Exercise:
Every entry, from first to last, must be written out exactly.

Saved entries
--------------------------------
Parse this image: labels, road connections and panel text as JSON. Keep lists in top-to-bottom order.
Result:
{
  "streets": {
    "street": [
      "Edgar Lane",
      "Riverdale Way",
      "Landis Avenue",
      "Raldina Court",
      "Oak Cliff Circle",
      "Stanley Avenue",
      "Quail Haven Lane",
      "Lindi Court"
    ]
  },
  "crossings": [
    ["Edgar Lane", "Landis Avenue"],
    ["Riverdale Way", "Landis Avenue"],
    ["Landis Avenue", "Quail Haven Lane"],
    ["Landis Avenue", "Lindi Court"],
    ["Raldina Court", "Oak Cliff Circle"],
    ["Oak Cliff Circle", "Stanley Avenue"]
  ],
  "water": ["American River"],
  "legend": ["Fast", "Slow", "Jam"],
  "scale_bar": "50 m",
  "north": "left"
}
--------------------------------
Reply to the task:
Parse this image: labels, road connections and panel text as JSON. Keep lists in top-to-bottom order.
Result:
{
  "streets": {
    "street": [
      "Edgar Lane",
      "Riverdale Way",
      "Landis Avenue",
      "Raldina Court",
      "Oak Cliff Circle",
      "Stanley Avenue",
      "Quail Haven Lane",
      "Lindi Court"
    ]
  },
  "crossings": [
    ["Edgar Lane", "Landis Avenue"],
    ["Riverdale Way", "Landis Avenue"],
    ["Landis Avenue", "Quail Haven Lane"],
    ["Landis Avenue", "Lindi Court"],
    ["Raldina Court", "Oak Cliff Circle"],
    ["Oak Cliff Circle", "Stanley Avenue"]
  ],
  "water": ["American River"],
  "legend": ["Fast", "Slow", "Jam"],
  "scale_bar": "50 m",
  "north": "left"
}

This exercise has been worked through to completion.